== ASSIGNMENT ==
Would you repeat each of the lines below exactly?

[Dataset entries]
- Opening Delimiter -
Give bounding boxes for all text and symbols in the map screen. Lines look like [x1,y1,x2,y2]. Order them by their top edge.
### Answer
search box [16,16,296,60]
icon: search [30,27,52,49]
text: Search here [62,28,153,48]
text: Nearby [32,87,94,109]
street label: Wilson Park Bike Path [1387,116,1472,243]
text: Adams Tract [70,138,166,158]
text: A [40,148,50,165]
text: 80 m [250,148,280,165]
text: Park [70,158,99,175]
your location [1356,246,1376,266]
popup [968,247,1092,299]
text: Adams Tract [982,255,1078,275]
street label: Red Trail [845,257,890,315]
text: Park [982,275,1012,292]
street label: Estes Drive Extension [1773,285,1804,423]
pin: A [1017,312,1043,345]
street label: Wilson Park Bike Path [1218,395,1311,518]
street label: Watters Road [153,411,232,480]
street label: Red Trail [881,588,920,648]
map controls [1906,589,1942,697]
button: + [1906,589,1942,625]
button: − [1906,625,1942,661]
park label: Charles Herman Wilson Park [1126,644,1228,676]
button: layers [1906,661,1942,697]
- Closing Delimiter -
== EXPECTED ANSWER ==
Give bounding boxes for all text and symbols in the map screen. Lines look like [x1,y1,x2,y2]. Order them by their top edge.
### Answer
search box [16,16,296,60]
icon: search [30,27,52,49]
text: Search here [62,28,153,48]
text: Nearby [32,87,94,109]
street label: Wilson Park Bike Path [1387,116,1472,243]
text: Adams Tract [70,138,166,158]
text: A [40,148,50,165]
text: 80 m [250,148,280,165]
text: Park [70,158,99,175]
your location [1356,246,1376,266]
popup [968,247,1092,299]
text: Adams Tract [982,255,1078,275]
street label: Red Trail [845,257,890,315]
text: Park [982,275,1012,292]
street label: Estes Drive Extension [1773,285,1804,423]
pin: A [1017,312,1043,345]
street label: Wilson Park Bike Path [1218,395,1311,518]
street label: Watters Road [153,411,232,480]
street label: Red Trail [881,588,920,648]
map controls [1906,589,1942,697]
button: + [1906,589,1942,625]
button: − [1906,625,1942,661]
park label: Charles Herman Wilson Park [1126,644,1228,676]
button: layers [1906,661,1942,697]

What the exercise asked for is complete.